[Collected data entries]
━━━━━━

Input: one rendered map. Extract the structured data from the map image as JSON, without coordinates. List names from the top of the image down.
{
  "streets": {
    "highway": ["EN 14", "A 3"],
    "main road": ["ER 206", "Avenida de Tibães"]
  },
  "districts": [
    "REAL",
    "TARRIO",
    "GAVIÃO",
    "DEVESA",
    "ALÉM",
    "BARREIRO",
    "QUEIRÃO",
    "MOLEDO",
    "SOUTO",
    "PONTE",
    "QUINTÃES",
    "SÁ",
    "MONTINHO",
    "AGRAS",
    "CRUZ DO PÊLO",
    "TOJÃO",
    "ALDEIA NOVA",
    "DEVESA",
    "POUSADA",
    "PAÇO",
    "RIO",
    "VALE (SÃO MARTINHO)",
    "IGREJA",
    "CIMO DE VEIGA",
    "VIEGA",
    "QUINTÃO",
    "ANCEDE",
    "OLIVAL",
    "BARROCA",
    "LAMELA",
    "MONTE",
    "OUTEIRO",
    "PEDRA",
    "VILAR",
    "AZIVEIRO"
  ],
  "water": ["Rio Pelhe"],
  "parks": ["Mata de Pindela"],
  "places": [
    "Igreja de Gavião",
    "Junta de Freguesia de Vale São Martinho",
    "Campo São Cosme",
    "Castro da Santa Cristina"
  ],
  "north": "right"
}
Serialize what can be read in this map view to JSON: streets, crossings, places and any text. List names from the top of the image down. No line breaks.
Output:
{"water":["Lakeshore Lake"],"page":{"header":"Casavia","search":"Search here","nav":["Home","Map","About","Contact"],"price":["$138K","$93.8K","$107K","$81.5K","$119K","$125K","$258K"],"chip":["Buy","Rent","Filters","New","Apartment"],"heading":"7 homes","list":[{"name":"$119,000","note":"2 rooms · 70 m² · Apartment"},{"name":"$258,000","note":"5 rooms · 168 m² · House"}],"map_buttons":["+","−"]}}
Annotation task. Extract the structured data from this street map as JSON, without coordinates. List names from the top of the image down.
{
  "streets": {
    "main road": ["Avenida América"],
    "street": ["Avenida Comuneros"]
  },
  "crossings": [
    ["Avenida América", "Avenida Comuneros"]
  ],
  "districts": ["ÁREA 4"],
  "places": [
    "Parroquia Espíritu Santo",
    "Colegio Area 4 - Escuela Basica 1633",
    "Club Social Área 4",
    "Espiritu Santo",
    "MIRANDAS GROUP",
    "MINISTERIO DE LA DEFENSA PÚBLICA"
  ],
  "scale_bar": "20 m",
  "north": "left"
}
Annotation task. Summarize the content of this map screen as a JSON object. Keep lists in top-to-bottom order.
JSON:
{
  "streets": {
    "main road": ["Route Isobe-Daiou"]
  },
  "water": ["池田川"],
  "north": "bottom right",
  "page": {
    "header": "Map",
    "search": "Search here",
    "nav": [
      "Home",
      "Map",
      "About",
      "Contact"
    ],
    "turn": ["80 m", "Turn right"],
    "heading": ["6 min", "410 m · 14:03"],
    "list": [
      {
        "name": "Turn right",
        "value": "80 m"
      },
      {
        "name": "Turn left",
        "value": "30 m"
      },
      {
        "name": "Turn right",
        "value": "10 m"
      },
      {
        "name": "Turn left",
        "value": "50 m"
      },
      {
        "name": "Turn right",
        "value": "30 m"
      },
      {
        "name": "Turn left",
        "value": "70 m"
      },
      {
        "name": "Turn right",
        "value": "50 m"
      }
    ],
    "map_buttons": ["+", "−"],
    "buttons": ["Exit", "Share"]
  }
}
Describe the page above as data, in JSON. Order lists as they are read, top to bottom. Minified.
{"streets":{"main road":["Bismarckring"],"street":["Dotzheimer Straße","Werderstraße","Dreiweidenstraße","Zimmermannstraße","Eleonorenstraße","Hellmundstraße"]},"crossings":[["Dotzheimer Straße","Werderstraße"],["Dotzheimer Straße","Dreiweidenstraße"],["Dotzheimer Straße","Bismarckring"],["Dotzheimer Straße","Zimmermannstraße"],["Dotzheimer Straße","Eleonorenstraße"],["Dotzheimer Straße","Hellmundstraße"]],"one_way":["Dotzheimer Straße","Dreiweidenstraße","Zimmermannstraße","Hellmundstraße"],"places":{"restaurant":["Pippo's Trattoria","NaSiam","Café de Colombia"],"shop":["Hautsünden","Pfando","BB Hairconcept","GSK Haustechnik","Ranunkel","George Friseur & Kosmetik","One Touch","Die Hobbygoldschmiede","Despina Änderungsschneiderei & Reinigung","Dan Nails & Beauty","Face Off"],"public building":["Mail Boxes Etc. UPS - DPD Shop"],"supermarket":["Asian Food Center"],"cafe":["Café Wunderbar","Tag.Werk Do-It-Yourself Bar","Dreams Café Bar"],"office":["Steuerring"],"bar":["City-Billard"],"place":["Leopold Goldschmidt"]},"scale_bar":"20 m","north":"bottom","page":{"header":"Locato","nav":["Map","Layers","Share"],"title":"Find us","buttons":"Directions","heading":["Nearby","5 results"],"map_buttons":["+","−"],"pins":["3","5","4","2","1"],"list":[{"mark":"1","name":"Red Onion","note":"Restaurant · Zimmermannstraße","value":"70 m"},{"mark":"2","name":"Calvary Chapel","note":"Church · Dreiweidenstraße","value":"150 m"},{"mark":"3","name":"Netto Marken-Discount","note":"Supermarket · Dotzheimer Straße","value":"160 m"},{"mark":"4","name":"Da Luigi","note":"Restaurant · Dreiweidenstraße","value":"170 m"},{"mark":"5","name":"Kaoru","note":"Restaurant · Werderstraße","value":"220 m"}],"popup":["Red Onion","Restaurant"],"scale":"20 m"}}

━━━━━━

• The problem: What is needed here is an exact copy of all the entries.

• Final answer:
Input: one rendered map. Extract the structured data from the map image as JSON, without coordinates. List names from the top of the image down.
{
  "streets": {
    "highway": ["EN 14", "A 3"],
    "main road": ["ER 206", "Avenida de Tibães"]
  },
  "districts": [
    "REAL",
    "TARRIO",
    "GAVIÃO",
    "DEVESA",
    "ALÉM",
    "BARREIRO",
    "QUEIRÃO",
    "MOLEDO",
    "SOUTO",
    "PONTE",
    "QUINTÃES",
    "SÁ",
    "MONTINHO",
    "AGRAS",
    "CRUZ DO PÊLO",
    "TOJÃO",
    "ALDEIA NOVA",
    "DEVESA",
    "POUSADA",
    "PAÇO",
    "RIO",
    "VALE (SÃO MARTINHO)",
    "IGREJA",
    "CIMO DE VEIGA",
    "VIEGA",
    "QUINTÃO",
    "ANCEDE",
    "OLIVAL",
    "BARROCA",
    "LAMELA",
    "MONTE",
    "OUTEIRO",
    "PEDRA",
    "VILAR",
    "AZIVEIRO"
  ],
  "water": ["Rio Pelhe"],
  "parks": ["Mata de Pindela"],
  "places": [
    "Igreja de Gavião",
    "Junta de Freguesia de Vale São Martinho",
    "Campo São Cosme",
    "Castro da Santa Cristina"
  ],
  "north": "right"
}
Serialize what can be read in this map view to JSON: streets, crossings, places and any text. List names from the top of the image down. No line breaks.
Output:
{"water":["Lakeshore Lake"],"page":{"header":"Casavia","search":"Search here","nav":["Home","Map","About","Contact"],"price":["$138K","$93.8K","$107K","$81.5K","$119K","$125K","$258K"],"chip":["Buy","Rent","Filters","New","Apartment"],"heading":"7 homes","list":[{"name":"$119,000","note":"2 rooms · 70 m² · Apartment"},{"name":"$258,000","note":"5 rooms · 168 m² · House"}],"map_buttons":["+","−"]}}
Annotation task. Extract the structured data from this street map as JSON, without coordinates. List names from the top of the image down.
{
  "streets": {
    "main road": ["Avenida América"],
    "street": ["Avenida Comuneros"]
  },
  "crossings": [
    ["Avenida América", "Avenida Comuneros"]
  ],
  "districts": ["ÁREA 4"],
  "places": [
    "Parroquia Espíritu Santo",
    "Colegio Area 4 - Escuela Basica 1633",
    "Club Social Área 4",
    "Espiritu Santo",
    "MIRANDAS GROUP",
    "MINISTERIO DE LA DEFENSA PÚBLICA"
  ],
  "scale_bar": "20 m",
  "north": "left"
}
Annotation task. Summarize the content of this map screen as a JSON object. Keep lists in top-to-bottom order.
JSON:
{
  "streets": {
    "main road": ["Route Isobe-Daiou"]
  },
  "water": ["池田川"],
  "north": "bottom right",
  "page": {
    "header": "Map",
    "search": "Search here",
    "nav": [
      "Home",
      "Map",
      "About",
      "Contact"
    ],
    "turn": ["80 m", "Turn right"],
    "heading": ["6 min", "410 m · 14:03"],
    "list": [
      {
        "name": "Turn right",
        "value": "80 m"
      },
      {
        "name": "Turn left",
        "value": "30 m"
      },
      {
        "name": "Turn right",
        "value": "10 m"
      },
      {
        "name": "Turn left",
        "value": "50 m"
      },
      {
        "name": "Turn right",
        "value": "30 m"
      },
      {
        "name": "Turn left",
        "value": "70 m"
      },
      {
        "name": "Turn right",
        "value": "50 m"
      }
    ],
    "map_buttons": ["+", "−"],
    "buttons": ["Exit", "Share"]
  }
}
Describe the page above as data, in JSON. Order lists as they are read, top to bottom. Minified.
{"streets":{"main road":["Bismarckring"],"street":["Dotzheimer Straße","Werderstraße","Dreiweidenstraße","Zimmermannstraße","Eleonorenstraße","Hellmundstraße"]},"crossings":[["Dotzheimer Straße","Werderstraße"],["Dotzheimer Straße","Dreiweidenstraße"],["Dotzheimer Straße","Bismarckring"],["Dotzheimer Straße","Zimmermannstraße"],["Dotzheimer Straße","Eleonorenstraße"],["Dotzheimer Straße","Hellmundstraße"]],"one_way":["Dotzheimer Straße","Dreiweidenstraße","Zimmermannstraße","Hellmundstraße"],"places":{"restaurant":["Pippo's Trattoria","NaSiam","Café de Colombia"],"shop":["Hautsünden","Pfando","BB Hairconcept","GSK Haustechnik","Ranunkel","George Friseur & Kosmetik","One Touch","Die Hobbygoldschmiede","Despina Änderungsschneiderei & Reinigung","Dan Nails & Beauty","Face Off"],"public building":["Mail Boxes Etc. UPS - DPD Shop"],"supermarket":["Asian Food Center"],"cafe":["Café Wunderbar","Tag.Werk Do-It-Yourself Bar","Dreams Café Bar"],"office":["Steuerring"],"bar":["City-Billard"],"place":["Leopold Goldschmidt"]},"scale_bar":"20 m","north":"bottom","page":{"header":"Locato","nav":["Map","Layers","Share"],"title":"Find us","buttons":"Directions","heading":["Nearby","5 results"],"map_buttons":["+","−"],"pins":["3","5","4","2","1"],"list":[{"mark":"1","name":"Red Onion","note":"Restaurant · Zimmermannstraße","value":"70 m"},{"mark":"2","name":"Calvary Chapel","note":"Church · Dreiweidenstraße","value":"150 m"},{"mark":"3","name":"Netto Marken-Discount","note":"Supermarket · Dotzheimer Straße","value":"160 m"},{"mark":"4","name":"Da Luigi","note":"Restaurant · Dreiweidenstraße","value":"170 m"},{"mark":"5","name":"Kaoru","note":"Restaurant · Werderstraße","value":"220 m"}],"popup":["Red Onion","Restaurant"],"scale":"20 m"}}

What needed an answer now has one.